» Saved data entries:

::::

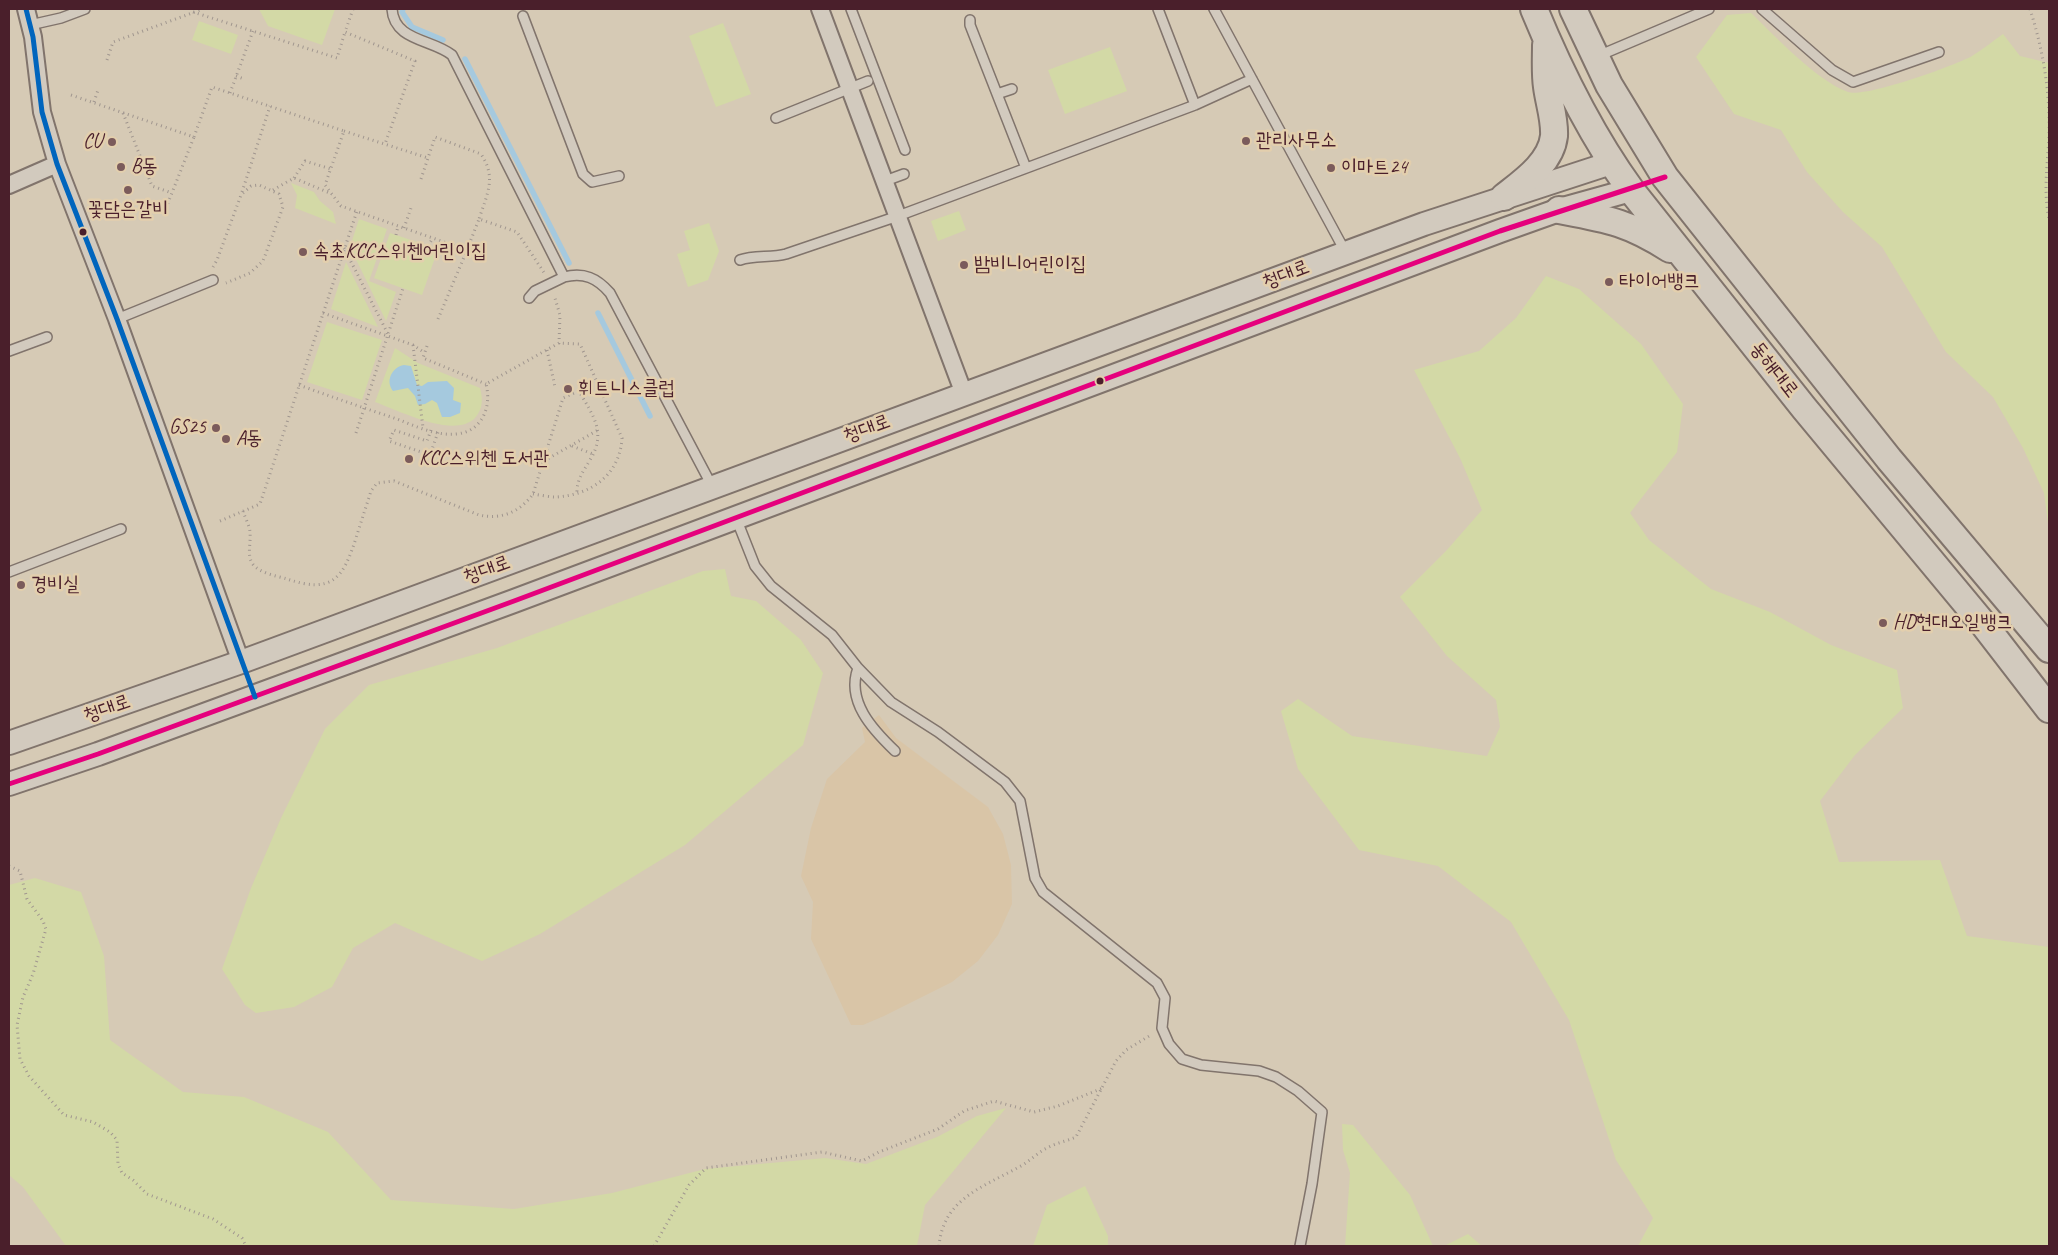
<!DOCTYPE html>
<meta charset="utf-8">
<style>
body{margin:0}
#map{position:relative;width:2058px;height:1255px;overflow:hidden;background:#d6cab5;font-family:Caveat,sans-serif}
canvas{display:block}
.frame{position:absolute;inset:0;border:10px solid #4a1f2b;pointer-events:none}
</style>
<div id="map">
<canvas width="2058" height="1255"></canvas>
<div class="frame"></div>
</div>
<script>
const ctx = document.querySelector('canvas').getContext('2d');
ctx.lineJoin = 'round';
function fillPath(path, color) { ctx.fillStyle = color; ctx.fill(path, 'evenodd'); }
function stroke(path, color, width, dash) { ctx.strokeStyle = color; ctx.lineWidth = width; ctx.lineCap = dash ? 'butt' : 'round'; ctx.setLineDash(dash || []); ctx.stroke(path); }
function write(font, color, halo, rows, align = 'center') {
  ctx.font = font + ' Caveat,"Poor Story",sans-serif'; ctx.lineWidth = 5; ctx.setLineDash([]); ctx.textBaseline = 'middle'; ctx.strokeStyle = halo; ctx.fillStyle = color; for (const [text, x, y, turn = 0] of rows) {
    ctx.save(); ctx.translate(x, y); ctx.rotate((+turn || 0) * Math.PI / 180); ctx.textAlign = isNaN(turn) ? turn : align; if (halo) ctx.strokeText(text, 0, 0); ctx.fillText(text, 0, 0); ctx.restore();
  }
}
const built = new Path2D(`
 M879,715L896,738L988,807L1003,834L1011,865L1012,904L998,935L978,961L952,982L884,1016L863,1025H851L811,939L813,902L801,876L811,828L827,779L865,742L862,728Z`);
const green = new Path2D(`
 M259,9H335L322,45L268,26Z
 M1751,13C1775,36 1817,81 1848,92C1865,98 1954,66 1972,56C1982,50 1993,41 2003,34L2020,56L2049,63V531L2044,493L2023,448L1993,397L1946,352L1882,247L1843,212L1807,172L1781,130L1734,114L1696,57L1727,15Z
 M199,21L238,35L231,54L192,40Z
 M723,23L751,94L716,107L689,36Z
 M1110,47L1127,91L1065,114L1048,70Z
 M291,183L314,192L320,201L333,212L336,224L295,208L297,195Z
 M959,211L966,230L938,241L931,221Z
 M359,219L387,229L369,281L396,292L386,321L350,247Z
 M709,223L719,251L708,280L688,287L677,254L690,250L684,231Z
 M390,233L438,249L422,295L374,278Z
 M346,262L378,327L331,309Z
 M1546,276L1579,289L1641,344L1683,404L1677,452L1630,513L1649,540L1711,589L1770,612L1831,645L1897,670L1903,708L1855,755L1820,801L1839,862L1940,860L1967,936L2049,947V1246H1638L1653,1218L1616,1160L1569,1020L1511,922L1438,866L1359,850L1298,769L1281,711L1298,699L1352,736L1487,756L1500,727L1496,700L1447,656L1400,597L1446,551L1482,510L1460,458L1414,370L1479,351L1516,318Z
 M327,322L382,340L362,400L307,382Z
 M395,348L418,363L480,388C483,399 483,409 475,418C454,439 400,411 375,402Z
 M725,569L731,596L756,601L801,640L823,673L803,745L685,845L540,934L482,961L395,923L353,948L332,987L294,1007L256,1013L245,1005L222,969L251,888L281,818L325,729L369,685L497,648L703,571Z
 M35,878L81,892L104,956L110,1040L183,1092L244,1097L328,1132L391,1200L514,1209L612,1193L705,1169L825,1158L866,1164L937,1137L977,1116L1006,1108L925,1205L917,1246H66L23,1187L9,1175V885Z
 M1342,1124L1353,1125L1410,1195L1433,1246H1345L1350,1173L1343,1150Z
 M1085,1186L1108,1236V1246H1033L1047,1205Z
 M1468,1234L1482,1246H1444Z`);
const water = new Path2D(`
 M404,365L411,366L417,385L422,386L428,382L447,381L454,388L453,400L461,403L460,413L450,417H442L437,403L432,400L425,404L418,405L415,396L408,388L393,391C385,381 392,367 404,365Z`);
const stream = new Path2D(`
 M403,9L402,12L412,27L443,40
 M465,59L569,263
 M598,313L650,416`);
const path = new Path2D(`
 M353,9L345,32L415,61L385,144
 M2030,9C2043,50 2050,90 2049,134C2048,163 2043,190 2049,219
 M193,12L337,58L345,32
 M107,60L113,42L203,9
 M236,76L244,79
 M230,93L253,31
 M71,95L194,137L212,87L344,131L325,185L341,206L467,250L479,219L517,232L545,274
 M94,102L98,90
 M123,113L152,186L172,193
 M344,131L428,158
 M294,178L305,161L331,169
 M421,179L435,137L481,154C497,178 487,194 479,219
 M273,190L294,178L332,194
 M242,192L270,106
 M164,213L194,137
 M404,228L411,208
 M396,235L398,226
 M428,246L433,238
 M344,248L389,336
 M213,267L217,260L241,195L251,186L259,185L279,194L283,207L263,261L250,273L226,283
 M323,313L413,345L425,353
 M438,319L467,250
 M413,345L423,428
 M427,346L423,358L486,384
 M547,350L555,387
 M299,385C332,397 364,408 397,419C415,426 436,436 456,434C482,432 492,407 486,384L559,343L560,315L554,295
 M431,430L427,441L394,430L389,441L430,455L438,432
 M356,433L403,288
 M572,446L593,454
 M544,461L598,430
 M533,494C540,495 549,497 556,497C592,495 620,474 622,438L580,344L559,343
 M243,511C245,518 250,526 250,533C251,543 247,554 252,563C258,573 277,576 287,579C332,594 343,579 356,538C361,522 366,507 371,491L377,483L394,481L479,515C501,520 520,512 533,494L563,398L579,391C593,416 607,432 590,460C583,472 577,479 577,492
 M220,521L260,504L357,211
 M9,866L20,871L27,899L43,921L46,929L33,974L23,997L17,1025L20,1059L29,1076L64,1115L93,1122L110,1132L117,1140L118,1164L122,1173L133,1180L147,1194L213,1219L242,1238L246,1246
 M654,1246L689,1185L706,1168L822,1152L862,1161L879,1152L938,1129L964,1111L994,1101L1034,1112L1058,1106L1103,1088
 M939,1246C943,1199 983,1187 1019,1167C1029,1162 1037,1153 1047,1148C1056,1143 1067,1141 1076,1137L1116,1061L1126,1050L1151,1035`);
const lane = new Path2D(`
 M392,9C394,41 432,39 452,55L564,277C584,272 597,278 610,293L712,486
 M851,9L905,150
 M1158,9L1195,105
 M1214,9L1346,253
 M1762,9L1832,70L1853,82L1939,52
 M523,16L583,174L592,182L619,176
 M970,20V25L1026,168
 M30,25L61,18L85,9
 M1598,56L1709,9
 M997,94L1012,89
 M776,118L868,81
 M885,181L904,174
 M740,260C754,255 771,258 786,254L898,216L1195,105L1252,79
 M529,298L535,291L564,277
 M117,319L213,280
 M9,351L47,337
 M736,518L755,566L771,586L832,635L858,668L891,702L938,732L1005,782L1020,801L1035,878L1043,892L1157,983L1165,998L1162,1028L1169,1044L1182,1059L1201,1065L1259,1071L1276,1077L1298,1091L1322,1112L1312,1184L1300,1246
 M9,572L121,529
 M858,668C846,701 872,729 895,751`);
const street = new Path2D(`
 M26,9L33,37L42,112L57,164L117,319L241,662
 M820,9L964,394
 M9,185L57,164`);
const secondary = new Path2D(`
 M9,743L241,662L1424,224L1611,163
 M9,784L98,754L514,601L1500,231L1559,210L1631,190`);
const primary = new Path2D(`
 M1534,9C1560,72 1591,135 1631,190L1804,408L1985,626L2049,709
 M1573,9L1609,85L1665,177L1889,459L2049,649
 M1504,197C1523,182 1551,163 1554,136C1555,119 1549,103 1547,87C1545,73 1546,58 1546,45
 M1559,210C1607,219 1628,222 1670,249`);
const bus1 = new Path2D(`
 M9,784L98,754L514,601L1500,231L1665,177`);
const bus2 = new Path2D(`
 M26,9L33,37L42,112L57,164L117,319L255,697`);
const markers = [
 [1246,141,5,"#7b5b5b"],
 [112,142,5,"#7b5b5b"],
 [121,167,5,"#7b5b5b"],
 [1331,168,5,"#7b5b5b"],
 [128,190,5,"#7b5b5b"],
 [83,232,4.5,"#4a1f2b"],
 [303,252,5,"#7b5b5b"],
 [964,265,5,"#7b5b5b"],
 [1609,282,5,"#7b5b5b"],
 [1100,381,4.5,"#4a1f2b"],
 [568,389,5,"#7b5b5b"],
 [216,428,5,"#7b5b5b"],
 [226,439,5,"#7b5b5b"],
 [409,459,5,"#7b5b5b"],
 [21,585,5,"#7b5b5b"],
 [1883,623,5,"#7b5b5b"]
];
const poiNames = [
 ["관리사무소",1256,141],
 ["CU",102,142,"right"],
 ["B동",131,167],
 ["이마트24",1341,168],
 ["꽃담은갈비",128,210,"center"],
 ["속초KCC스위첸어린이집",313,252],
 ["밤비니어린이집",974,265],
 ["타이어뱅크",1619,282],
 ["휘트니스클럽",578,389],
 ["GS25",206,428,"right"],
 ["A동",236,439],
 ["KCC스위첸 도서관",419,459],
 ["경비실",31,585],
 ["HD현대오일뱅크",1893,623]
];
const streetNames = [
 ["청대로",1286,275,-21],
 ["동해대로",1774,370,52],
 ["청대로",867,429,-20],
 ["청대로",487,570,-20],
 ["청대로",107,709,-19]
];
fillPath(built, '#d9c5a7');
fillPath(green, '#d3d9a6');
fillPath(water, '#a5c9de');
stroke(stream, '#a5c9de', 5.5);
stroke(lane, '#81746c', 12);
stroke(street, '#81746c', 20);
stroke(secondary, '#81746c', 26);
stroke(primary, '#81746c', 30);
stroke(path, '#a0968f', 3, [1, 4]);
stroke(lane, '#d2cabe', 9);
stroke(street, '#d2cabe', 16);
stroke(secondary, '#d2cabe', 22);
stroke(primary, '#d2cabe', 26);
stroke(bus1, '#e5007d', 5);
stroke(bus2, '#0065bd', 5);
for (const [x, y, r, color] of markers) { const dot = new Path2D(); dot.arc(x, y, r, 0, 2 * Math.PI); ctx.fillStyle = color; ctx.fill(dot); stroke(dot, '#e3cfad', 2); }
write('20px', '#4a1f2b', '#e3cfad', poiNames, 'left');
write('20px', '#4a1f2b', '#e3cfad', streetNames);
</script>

::::

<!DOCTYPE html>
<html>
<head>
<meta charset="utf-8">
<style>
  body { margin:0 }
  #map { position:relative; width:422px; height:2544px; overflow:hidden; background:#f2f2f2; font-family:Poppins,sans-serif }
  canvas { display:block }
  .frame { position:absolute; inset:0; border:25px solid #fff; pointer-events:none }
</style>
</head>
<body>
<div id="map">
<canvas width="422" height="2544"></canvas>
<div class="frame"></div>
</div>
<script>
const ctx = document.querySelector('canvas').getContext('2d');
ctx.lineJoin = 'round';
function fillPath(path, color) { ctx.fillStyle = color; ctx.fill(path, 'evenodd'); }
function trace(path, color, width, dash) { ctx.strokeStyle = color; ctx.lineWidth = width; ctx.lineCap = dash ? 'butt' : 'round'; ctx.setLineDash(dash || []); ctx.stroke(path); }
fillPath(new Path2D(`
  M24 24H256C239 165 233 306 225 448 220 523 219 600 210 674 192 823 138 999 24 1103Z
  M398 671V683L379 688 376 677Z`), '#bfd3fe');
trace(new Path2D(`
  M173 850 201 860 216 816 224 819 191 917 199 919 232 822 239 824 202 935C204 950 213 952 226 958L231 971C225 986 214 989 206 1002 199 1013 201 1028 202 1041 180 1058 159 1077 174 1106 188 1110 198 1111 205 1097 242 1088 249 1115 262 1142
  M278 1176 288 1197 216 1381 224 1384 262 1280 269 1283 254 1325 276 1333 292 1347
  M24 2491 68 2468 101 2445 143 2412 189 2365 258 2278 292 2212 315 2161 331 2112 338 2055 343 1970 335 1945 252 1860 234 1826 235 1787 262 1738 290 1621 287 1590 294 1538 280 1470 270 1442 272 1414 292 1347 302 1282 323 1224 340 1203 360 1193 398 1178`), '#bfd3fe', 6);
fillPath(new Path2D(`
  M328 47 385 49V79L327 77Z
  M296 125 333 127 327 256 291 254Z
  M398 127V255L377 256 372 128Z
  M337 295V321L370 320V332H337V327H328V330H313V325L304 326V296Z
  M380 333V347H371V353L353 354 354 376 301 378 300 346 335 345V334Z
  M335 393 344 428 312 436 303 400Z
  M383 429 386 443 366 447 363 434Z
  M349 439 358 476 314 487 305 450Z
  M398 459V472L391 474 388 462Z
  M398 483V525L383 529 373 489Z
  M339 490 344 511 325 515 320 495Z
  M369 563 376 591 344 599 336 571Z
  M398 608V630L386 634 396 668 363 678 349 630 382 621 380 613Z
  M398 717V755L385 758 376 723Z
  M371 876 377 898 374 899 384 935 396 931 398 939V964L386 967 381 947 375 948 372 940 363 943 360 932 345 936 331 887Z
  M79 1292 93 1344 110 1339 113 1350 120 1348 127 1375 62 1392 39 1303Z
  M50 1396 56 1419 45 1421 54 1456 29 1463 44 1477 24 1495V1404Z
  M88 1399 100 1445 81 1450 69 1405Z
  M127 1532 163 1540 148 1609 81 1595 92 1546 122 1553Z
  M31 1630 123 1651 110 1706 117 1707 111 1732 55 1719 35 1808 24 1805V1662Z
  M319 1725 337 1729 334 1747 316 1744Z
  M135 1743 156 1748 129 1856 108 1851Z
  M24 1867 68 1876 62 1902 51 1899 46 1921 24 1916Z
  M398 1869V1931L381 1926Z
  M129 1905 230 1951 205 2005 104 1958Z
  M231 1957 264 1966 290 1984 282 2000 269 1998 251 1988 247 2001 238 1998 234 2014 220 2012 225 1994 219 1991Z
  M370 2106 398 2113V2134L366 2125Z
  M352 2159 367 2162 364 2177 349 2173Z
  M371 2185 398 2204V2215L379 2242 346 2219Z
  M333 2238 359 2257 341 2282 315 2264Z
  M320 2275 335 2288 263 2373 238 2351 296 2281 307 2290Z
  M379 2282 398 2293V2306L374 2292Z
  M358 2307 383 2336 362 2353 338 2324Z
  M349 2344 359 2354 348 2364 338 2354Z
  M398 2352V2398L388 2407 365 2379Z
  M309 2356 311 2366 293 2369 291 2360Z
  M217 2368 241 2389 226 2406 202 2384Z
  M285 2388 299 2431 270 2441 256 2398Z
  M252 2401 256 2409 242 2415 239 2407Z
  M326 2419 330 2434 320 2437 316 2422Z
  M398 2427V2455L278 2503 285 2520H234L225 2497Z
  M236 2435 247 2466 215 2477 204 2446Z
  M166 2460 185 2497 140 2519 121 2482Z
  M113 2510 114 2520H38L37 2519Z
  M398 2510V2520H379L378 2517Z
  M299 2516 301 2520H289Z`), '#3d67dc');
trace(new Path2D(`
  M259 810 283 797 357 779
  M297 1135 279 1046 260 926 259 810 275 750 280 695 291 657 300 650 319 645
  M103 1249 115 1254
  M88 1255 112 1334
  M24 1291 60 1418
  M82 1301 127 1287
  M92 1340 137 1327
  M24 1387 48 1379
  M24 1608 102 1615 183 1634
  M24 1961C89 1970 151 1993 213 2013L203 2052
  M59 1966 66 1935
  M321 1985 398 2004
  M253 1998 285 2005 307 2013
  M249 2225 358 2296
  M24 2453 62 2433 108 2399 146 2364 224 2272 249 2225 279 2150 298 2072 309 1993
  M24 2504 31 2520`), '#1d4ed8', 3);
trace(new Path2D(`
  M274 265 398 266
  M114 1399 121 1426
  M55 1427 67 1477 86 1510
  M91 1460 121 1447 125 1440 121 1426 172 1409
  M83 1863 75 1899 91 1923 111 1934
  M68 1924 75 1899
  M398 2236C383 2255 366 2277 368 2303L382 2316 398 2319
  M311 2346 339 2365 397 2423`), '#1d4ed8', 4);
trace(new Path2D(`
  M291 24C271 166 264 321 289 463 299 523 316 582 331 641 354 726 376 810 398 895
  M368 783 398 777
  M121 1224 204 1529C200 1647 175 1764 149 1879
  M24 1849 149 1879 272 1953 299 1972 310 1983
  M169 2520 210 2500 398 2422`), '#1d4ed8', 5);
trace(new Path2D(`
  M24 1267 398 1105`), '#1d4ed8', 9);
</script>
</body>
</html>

::::

» About this task:
Look through the data above for the word "canvas". Report each line where it occurs.

» Solution below:
canvas{display:block}
<canvas width="2058" height="1255"></canvas>
const ctx = document.querySelector('canvas').getContext('2d');
  canvas { display:block }
<canvas width="422" height="2544"></canvas>
const ctx = document.querySelector('canvas').getContext('2d');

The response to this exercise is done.